Exercise brief
Could you please repeat the data below word for word?

Data segment
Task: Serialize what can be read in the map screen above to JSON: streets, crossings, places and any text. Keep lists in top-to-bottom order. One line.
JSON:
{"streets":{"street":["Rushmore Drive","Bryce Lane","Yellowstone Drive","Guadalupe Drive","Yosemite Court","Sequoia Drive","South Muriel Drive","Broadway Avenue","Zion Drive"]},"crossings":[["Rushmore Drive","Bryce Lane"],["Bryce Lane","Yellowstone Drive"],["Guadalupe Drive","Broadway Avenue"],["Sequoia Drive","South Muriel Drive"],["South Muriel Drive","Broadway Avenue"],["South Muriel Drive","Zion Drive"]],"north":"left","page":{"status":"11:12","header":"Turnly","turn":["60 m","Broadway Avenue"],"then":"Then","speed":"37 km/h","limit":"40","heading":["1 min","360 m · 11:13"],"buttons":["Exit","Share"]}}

The answer
Task: Serialize what can be read in the map screen above to JSON: streets, crossings, places and any text. Keep lists in top-to-bottom order. One line.
JSON:
{"streets":{"street":["Rushmore Drive","Bryce Lane","Yellowstone Drive","Guadalupe Drive","Yosemite Court","Sequoia Drive","South Muriel Drive","Broadway Avenue","Zion Drive"]},"crossings":[["Rushmore Drive","Bryce Lane"],["Bryce Lane","Yellowstone Drive"],["Guadalupe Drive","Broadway Avenue"],["Sequoia Drive","South Muriel Drive"],["South Muriel Drive","Broadway Avenue"],["South Muriel Drive","Zion Drive"]],"north":"left","page":{"status":"11:12","header":"Turnly","turn":["60 m","Broadway Avenue"],"then":"Then","speed":"37 km/h","limit":"40","heading":["1 min","360 m · 11:13"],"buttons":["Exit","Share"]}}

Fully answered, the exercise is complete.